Input records:

──────

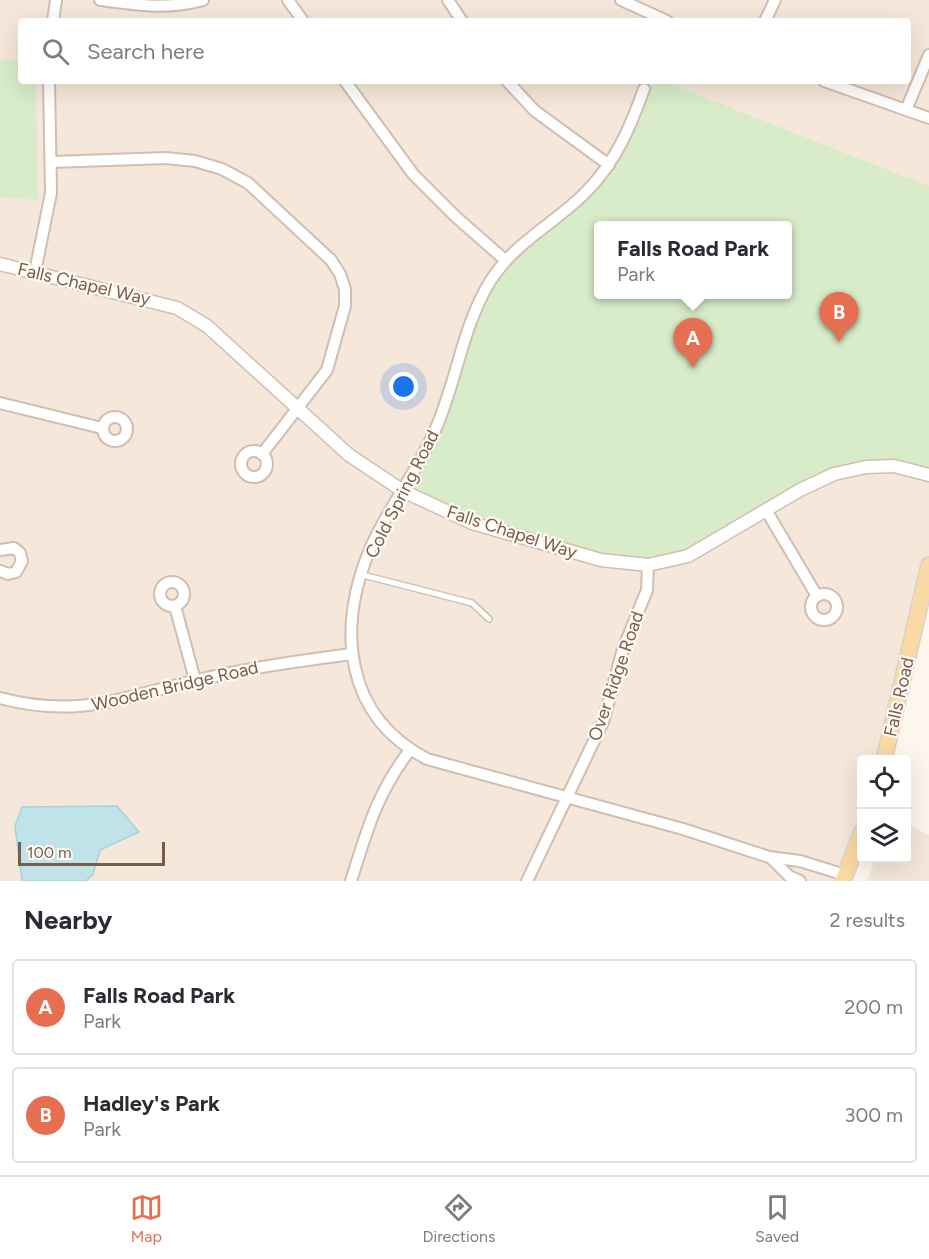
<!DOCTYPE html>
<html lang="en">
<head>
<meta charset="utf-8">
<style>
	body { margin:0; font-family:Figtree,sans-serif; background:#f7f7f7; color:#2b2b33 }
	.controls { position:absolute; right:18px; bottom:18px; display:grid; overflow:hidden; border-radius:6px; box-shadow:0 6px 24px #0002 }
	.controls button { width:54px; height:54px; display:grid; place-items:center; padding:0; border:0; border-bottom:2px solid #e1e1e2; background:#fff; color:#2b2b33; font:30px sans-serif }
	.scale { position:absolute; left:18px; bottom:15px; width:147px; box-sizing:border-box; padding-left:6px; border:3px solid #7a5c4d; border-top:0; font-size:16px; line-height:21px; white-space:nowrap; color:#7a5c4d; -webkit-text-stroke:4px #fffaf3; paint-order:stroke }
	.you { position:absolute; left:404px; top:387px; width:21px; height:21px; margin:-15px; border:4px solid #fff; border-radius:50%; background:#1a73e8; box-shadow:0 0 0 9px #1a73e833 }
	.badge { display:grid; place-items:center; width:39px; height:39px; border-radius:50%; background:#e76f51; color:#fff; font-size:20px; font-weight:700 }
	.pin { position:absolute; translate:-50% -50px; filter:drop-shadow(0 2px 3px #0008) }
	.pin::after { content:''; position:absolute; top:32px; width:21px; height:18px; background:inherit; clip-path:polygon(0 0,100% 0,50% 100%) }
	.popup { position:absolute; left:594px; top:221px; width:198px; height:78px; box-sizing:border-box; display:grid; place-content:center; border-radius:6px; background:#fff; filter:drop-shadow(0 2px 4px #0005); font-size:20px; white-space:nowrap; color:#7c7c81 }
	.popup b { font-size:22px; color:#2b2b33 }
	.popup::after { content:''; position:absolute; left:50%; top:100%; margin-left:-12px; border:12px solid transparent; border-top-color:#fff }
	.list { margin:0; padding:0; list-style:none }
	h2 { display:flex; justify-content:space-between; align-items:center; height:78px; margin:0; padding:0 24px; font-size:26px }
	h2 small { font-size:20px; font-weight:400; color:#7c7c81 }
	.list li { display:grid; grid-template-columns:39px 1fr auto; gap:18px; align-items:center; box-sizing:border-box; height:96px; margin:0 12px 12px; padding:0 12px; border:2px solid #e1e1e2; border-radius:6px }
	.list b { display:block; font-size:22px; white-space:nowrap }
	.list p { margin:0; font-size:20px; white-space:nowrap; color:#7c7c81 }
	.list em { font-size:20px; font-style:normal; color:#7c7c81 }
	.icon { flex:none; width:33px; height:33px; fill:none; stroke:currentColor; stroke-width:2; stroke-linecap:round; stroke-linejoin:round }
	.map { position:relative; flex:none; width:929px; height:881px; overflow:hidden }
	.search { position:absolute; background:#fff; box-shadow:0 6px 24px #0002; left:18px; right:18px; top:18px; height:66px; display:flex; align-items:center; gap:15px; box-sizing:border-box; padding:0 21px; border-radius:6px; color:#7c7c81; font-size:22px }
	.sheet { height:294px; background:#fff }
	nav { display:flex; justify-content:space-around; align-items:center; box-sizing:border-box; height:84px; border-top:2px solid #e1e1e2; background:#fff; font-size:16px; color:#7c7c81 }
	nav a { display:grid; justify-items:center; gap:3px }
	nav .on { color:#e76f51 }
	.map>svg:first-child { display:block }
	.residential { fill:#f5e8da }
	.green { fill:#d8ecc9; fill-rule:evenodd }
	.water { fill:#bfe3e8; stroke:#a5d3da; stroke-width:1.5 }
	.lines { fill:none; stroke-linecap:round; stroke-linejoin:round }
	.service-casing { stroke:#d1beb0; stroke-width:8 }
	.minor-casing { stroke:#d1beb0; stroke-width:14 }
	.tertiary-casing { stroke:#d1beb0; stroke-width:15 }
	.primary-casing { stroke:#dad1cd; stroke-width:18 }
	.service { stroke:#fff; stroke-width:5 }
	.minor { stroke:#fff; stroke-width:10 }
	.tertiary { stroke:#fff; stroke-width:12 }
	.primary { stroke:#fbd9a5; stroke-width:15 }
	.labels { text-anchor:middle; stroke-width:4.5; stroke-linejoin:round; paint-order:stroke }
	.street-label { font-size:18px; fill:#7a5c4d; stroke:#fffaf3 }
</style>
</head>
<body>
<div class="map">
<svg width="929" height="881" viewBox="0 0 929 881">
	<rect width="100%" height="100%" fill="#fdf6ec"/>
	<!-- residential -->
	<g class="residential">
		<path d="M0,0H929V186L663,81H908V21H21V81H650L609,165L516,248L800,490L866,467L929,475V565L884,759L862,760L861,834L843,881H0Z"/>
		<path d="M907,824L929,835V881H867L875,859L906,858Z"/>
	</g>
	<!-- green -->
	<g class="green">
		<path d="M0,60L21,61V81H36L38,200L0,197Z"/>
		<path d="M650,81H663L929,186V475L917,471L834,474L705,547L648,565L531,541L403,491L436,429L491,280L609,165ZM598,226H788V294H598Z"/>
	</g>
	<!-- water -->
	<path class="water" d="M117,806L139,832L100,850L93,874L86,881H22L15,826L22,807Z"/>
	<g class="lines">
		<!-- service casing -->
		<g class="service-casing">
			<path id="service" d="M363,575L472,603L489,619"/>
		</g>
		<!-- minor casing -->
		<g class="minor-casing">
			<g id="minor">
				<path d="M100,0C135,5 169,10 203,0"/>
				<path d="M288,0L303,21"/>
				<path d="M448,0L462,21"/>
				<path d="M621,0L667,21"/>
				<path d="M53,21L56,0"/>
				<path d="M765,21L775,0"/>
				<path d="M345,81L413,174L456,217L505,260"/>
				<path d="M507,81L535,111L609,165"/>
				<path d="M824,81L929,118"/>
				<path d="M644,89C630,128 616,161 587,191C556,223 516,241 491,280C463,324 457,380 436,428C419,470 389,506 371,547C336,627 344,716 427,759L683,829L769,857L800,861L845,875"/>
				<path d="M906,110L929,55"/>
				<path d="M52,162L166,158L195,161L222,169L248,183L331,260L340,274L345,289V306L327,370L262,454"/>
				<path d="M35,272L51,193L49,81"/>
				<path d="M0,403L102,428"/>
				<circle cx="115" cy="429" r="12"/>
				<circle cx="254" cy="464" r="13"/>
				<path d="M766,510L817,596"/>
				<path d="M0,550L14,548L20,553L22,561L16,572L8,574L0,571"/>
				<circle cx="172" cy="594" r="12"/>
				<circle cx="824" cy="607" r="13"/>
				<path d="M175,606L195,680"/>
				<path d="M0,698C80,719 122,697 198,680C248,668 299,661 351,654"/>
				<path d="M770,857L789,876L800,881"/>
				<path d="M351,881C367,830 377,793 410,750"/>
				<path d="M527,881L603,722L623,649L647,590L648,565"/>
			</g>
		</g>
		<!-- tertiary casing -->
		<g class="tertiary-casing">
			<path id="tertiary" d="M0,264L177,308L207,326L349,455L403,491L472,523L601,560L648,565L688,556L800,490L834,474L866,467L894,466L929,475"/>
		</g>
		<!-- primary casing -->
		<g class="primary-casing">
			<g id="primary">
				<path d="M884,760L929,565"/>
				<path d="M843,881L862,832"/>
			</g>
		</g>
		<!-- service -->
		<use href="#service" class="service"/>
		<!-- minor -->
		<use href="#minor" class="minor"/>
		<!-- tertiary -->
		<use href="#tertiary" class="tertiary"/>
		<!-- primary -->
		<use href="#primary" class="primary"/>
	</g>
	<g class="labels">
		<!-- street labels -->
		<g class="street-label">
			<text transform="translate(84 284) rotate(13)" y="6">Falls Chapel Way</text>
			<text transform="translate(402 494) rotate(-63)" y="6">Cold Spring Road</text>
			<text transform="translate(512 532) rotate(18)" y="6">Falls Chapel Way</text>
			<text transform="translate(616 676) rotate(-71)" y="6">Over Ridge Road</text>
			<text transform="translate(175 686) rotate(-13)" y="6">Wooden Bridge Road</text>
			<text transform="translate(899 697) rotate(-77)" y="6">Falls Road</text>
		</g>
	</g>
</svg>
<div class="controls">
<button><svg class="icon" aria-label="locate" viewBox="0 0 24 24"><circle cx="12" cy="12" r="6"/><path d="M12 2v4M12 18v4M2 12h4M18 12h4"/></svg></button>
<button><svg class="icon" aria-label="layers" viewBox="0 0 24 24"><path d="M12 4l9 5-9 5-9-5zM3 14l9 5 9-5"/></svg></button>
</div>
<div class="scale">100 m</div>
<div class="you"></div>
<div class="pin badge" style="left:693px;top:368px">A</div>
<div class="popup"><b>Falls Road Park</b>Park</div>
<div class="pin badge" style="left:839px;top:342px">B</div>
<div class="search"><svg class="icon" aria-label="search" viewBox="0 0 24 24"><circle cx="10" cy="10" r="6"/><path d="M15 15l6 6"/></svg>Search here</div>
</div>
<section class="sheet">
<h2>Nearby<small>2 results</small></h2>
<ul class="list">
<li><span class="badge">A</span><div><b>Falls Road Park</b><p>Park</p></div><em>200 m</em></li>
<li><span class="badge">B</span><div><b>Hadley's Park</b><p>Park</p></div><em>300 m</em></li>
</ul>
</section>
<nav>
<a class="on"><svg class="icon" aria-label="map" viewBox="0 0 24 24"><path d="M3 6l6-2 6 2 6-2v14l-6 2-6-2-6 2zM9 4v14M15 6v14"/></svg>Map</a>
<a><svg class="icon" aria-label="directions" viewBox="0 0 24 24"><path d="M12 3l9 9-9 9-9-9zM9 14v-3h6M13 9l2 2-2 2"/></svg>Directions</a>
<a><svg class="icon" aria-label="saved" viewBox="0 0 24 24"><path d="M7 4h10v16l-5-4-5 4z"/></svg>Saved</a>
</nav>
</body>
</html>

──────

What to do:
There is a line with "616,161 587,191C556,223 516,241" and a line with "2v4M12 18v4M2 12h4M18" above. Copy exactly those two lines and all lines between them, with nothing else.

Answer area:
				<path d="M644,89C630,128 616,161 587,191C556,223 516,241 491,280C463,324 457,380 436,428C419,470 389,506 371,547C336,627 344,716 427,759L683,829L769,857L800,861L845,875"/>
				<path d="M906,110L929,55"/>
				<path d="M52,162L166,158L195,161L222,169L248,183L331,260L340,274L345,289V306L327,370L262,454"/>
				<path d="M35,272L51,193L49,81"/>
				<path d="M0,403L102,428"/>
				<circle cx="115" cy="429" r="12"/>
				<circle cx="254" cy="464" r="13"/>
				<path d="M766,510L817,596"/>
				<path d="M0,550L14,548L20,553L22,561L16,572L8,574L0,571"/>
				<circle cx="172" cy="594" r="12"/>
				<circle cx="824" cy="607" r="13"/>
				<path d="M175,606L195,680"/>
				<path d="M0,698C80,719 122,697 198,680C248,668 299,661 351,654"/>
				<path d="M770,857L789,876L800,881"/>
				<path d="M351,881C367,830 377,793 410,750"/>
				<path d="M527,881L603,722L623,649L647,590L648,565"/>
			</g>
		</g>
		<!-- tertiary casing -->
		<g class="tertiary-casing">
			<path id="tertiary" d="M0,264L177,308L207,326L349,455L403,491L472,523L601,560L648,565L688,556L800,490L834,474L866,467L894,466L929,475"/>
		</g>
		<!-- primary casing -->
		<g class="primary-casing">
			<g id="primary">
				<path d="M884,760L929,565"/>
				<path d="M843,881L862,832"/>
			</g>
		</g>
		<!-- service -->
		<use href="#service" class="service"/>
		<!-- minor -->
		<use href="#minor" class="minor"/>
		<!-- tertiary -->
		<use href="#tertiary" class="tertiary"/>
		<!-- primary -->
		<use href="#primary" class="primary"/>
	</g>
	<g class="labels">
		<!-- street labels -->
		<g class="street-label">
			<text transform="translate(84 284) rotate(13)" y="6">Falls Chapel Way</text>
			<text transform="translate(402 494) rotate(-63)" y="6">Cold Spring Road</text>
			<text transform="translate(512 532) rotate(18)" y="6">Falls Chapel Way</text>
			<text transform="translate(616 676) rotate(-71)" y="6">Over Ridge Road</text>
			<text transform="translate(175 686) rotate(-13)" y="6">Wooden Bridge Road</text>
			<text transform="translate(899 697) rotate(-77)" y="6">Falls Road</text>
		</g>
	</g>
</svg>
<div class="controls">
<button><svg class="icon" aria-label="locate" viewBox="0 0 24 24"><circle cx="12" cy="12" r="6"/><path d="M12 2v4M12 18v4M2 12h4M18 12h4"/></svg></button>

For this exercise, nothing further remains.